While the image of the target's distance is based on echo delay, the
image also represents the distances to the glints.  This part of the
image is based on the interference spectrum for closely spaced delay
separations.  The bat's delay accuracy is 10-15 nanoseconds, and the
limit for delay resolution is about 2 microseconds.  Nevertheless, big
brown bats perceive targets in terms of the actual distances to the
individual glints, even for separations of only a few microseconds.

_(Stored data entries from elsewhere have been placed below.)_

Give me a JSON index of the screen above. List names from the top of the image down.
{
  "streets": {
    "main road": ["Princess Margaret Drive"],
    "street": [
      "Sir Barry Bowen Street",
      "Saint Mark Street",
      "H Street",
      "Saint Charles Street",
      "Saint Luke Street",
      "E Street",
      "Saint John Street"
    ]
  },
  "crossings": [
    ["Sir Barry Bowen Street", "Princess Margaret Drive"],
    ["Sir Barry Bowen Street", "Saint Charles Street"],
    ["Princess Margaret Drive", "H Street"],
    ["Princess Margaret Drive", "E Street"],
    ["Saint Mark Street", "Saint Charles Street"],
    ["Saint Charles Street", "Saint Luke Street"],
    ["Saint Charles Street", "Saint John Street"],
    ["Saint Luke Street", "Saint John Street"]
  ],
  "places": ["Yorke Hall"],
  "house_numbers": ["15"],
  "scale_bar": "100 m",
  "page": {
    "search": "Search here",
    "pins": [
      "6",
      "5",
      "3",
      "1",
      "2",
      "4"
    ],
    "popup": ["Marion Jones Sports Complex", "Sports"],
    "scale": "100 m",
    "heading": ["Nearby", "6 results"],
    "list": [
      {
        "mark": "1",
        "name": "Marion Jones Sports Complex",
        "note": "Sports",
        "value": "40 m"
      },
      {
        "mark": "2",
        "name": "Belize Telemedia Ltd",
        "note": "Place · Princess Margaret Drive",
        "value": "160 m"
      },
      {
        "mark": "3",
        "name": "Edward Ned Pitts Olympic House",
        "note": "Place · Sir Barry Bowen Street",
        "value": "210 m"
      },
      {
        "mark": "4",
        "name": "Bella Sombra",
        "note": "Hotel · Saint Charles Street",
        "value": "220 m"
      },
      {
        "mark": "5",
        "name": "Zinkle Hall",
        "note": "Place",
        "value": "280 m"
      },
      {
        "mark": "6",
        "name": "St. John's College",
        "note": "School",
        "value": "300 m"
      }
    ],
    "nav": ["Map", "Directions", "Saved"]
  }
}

Often, more than one object is present, so that the content of an
auditory scene in echolocation consists of the distances to the various
objects, including the distances to their individual glints.  Neurons in
the bats ascending auditory pathway register the timing of reflections
by single spikes at stable latencies, with a precision of ~10-40
microseconds or less in the brainstem and ~300 microseconds in the
midbrain and cortex.  The sharpness of delay-tuning for cortical neurons
is much less precise than spike latency.  Delay-tuning as a feature is
~50% of the best delay for each cell, which is ~1-10 milliseconds at
different best delays.  In contrast, spike latency variability is only
about 300 microseconds.  Because the sharpness of delay-tuned neurons is
too coarse to account for perception of closely-spaced delays, and
because different subpopulations of delay-tuned neurons respond to
different glint interference patterns, even though the bat perceives all
interference patterns as corresponding delays, the origin of the bat's
perception of targets cannot simply be which population coding from
which neurons are active and which neurons are inactive.  Instead,
perception of each "object" must be based on the timing of spikes
circulating in recurrent neuronal circuits between the midbrain and
cortex.  Neuronal responses reveal such reverberatory signaling.  An
auditory model is presented that postulates how these timing signals are
generated and how they explain what the bat perceives.